Don’t have time to read the full blog post? JUMP TO THE RECIPE HERE!

Do you need help finding a dairy-free alternative that doesn’t compromise taste or texture? I remember the frustration of sifting through countless recipes only to be disappointed. But then, I stumbled upon a game-changer: Vegan Almond Ricotta.

Initially skeptical, I was amazed by the rich, creamy consistency it added to my dishes.

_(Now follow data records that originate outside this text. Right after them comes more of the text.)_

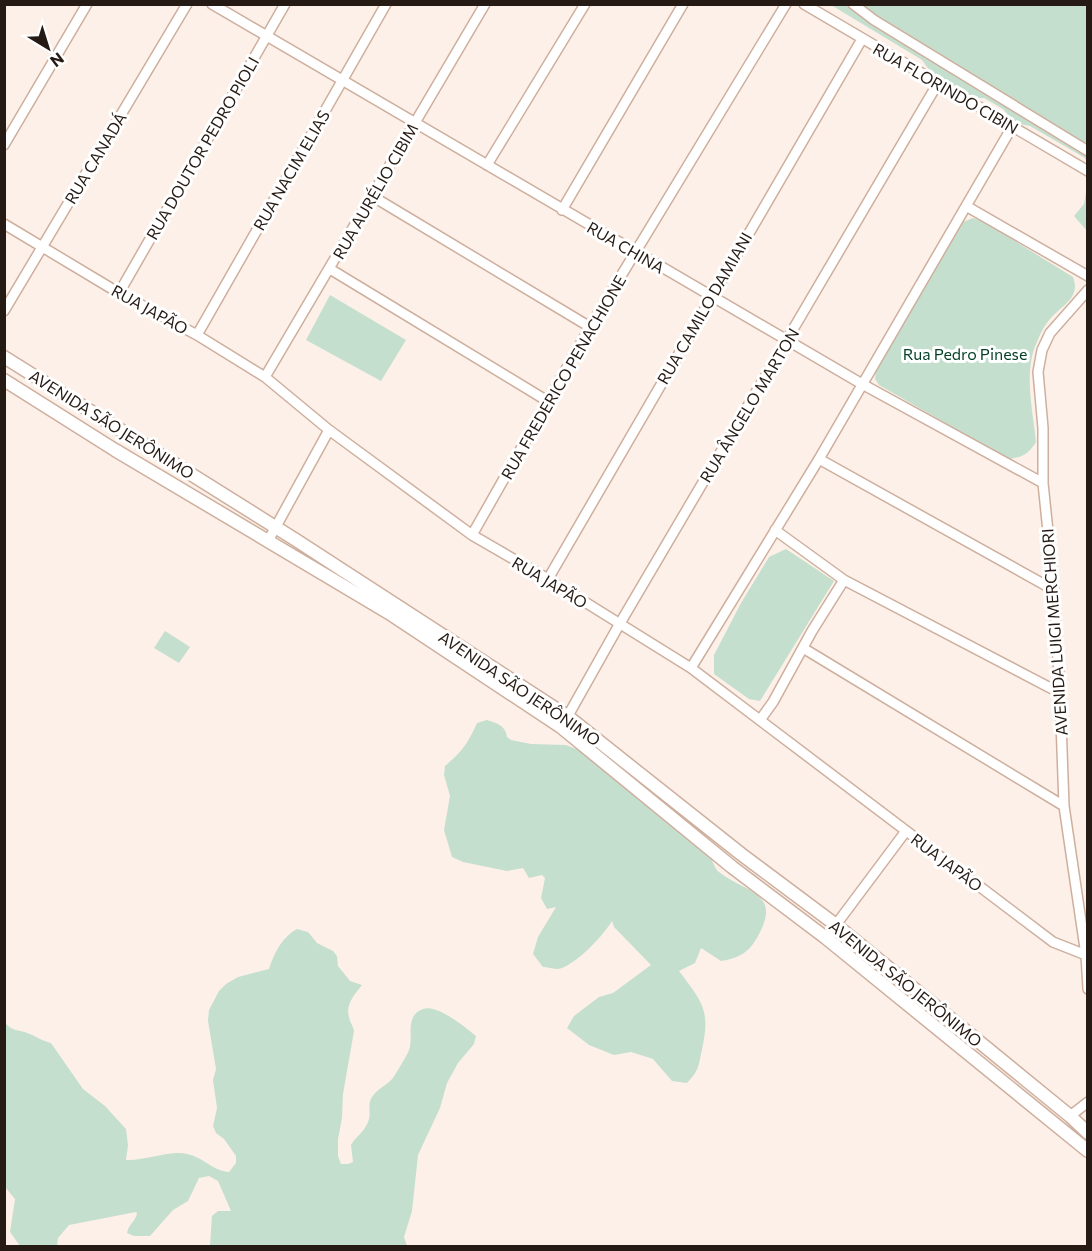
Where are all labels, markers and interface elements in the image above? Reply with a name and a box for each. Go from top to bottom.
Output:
north arrow [18,18,78,78]
street label: RUA FLORINDO CIBIN [870,39,1022,137]
text: N [47,49,68,71]
street label: RUA DOUTOR PEDRO PIOLI [142,53,262,243]
street label: RUA NACIM ELIAS [249,106,333,234]
street label: RUA CANADÁ [60,109,130,207]
street label: RUA AURÉLIO CIBIM [328,120,422,262]
street label: RUA CHINA [584,217,668,277]
street label: RUA CAMILO DAMIANI [653,229,755,387]
street label: RUA FREDERICO PENACHIONE [497,271,629,483]
street label: RUA JAPÃO [109,280,191,338]
street label: RUA ÂNGELO MARTON [695,324,803,486]
park label: Rua Pedro Pinese [903,344,1027,363]
street label: AVENIDA SÃO JERÔNIMO [26,365,198,483]
street label: AVENIDA LUIGI MERCHIORI [1037,528,1071,736]
street label: RUA JAPÃO [509,552,591,612]
street label: AVENIDA SÃO JERÔNIMO [436,627,604,749]
street label: RUA JAPÃO [908,829,986,895]
street label: AVENIDA SÃO JERÔNIMO [826,916,986,1050]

Aim to transform your culinary experiences with this simple yet revolutionary ingredient. Whether you’re a committed vegan or want to reduce dairy, this homemade delight might be your best bet.

Let me guide you through how this Vegan Almond Ricotta Recipe became a staple in my kitchen and how it can elevate yours, too.

vegan almond ricotta recipe

What Is Vegan Almond Ricotta?

Vegan Almond Ricotta is a dairy-free alternative to traditional ricotta cheese. Made primarily from almonds, this version is soaked, blended, and seasoned to mimic conventional ricotta’s soft, creamy texture and mild flavor. Ingredients like lemon juice, nutritional yeast, and garlic add tanginess and depth, making it suitable for various dishes.

It offers nutritional benefits such as protein and healthy fats, ideal for those following vegan or lactose-intolerant diets. Homemade Vegan Almond Ricotta is versatile, enriching pasta, salads, and spreads with unique, plant-based goodness.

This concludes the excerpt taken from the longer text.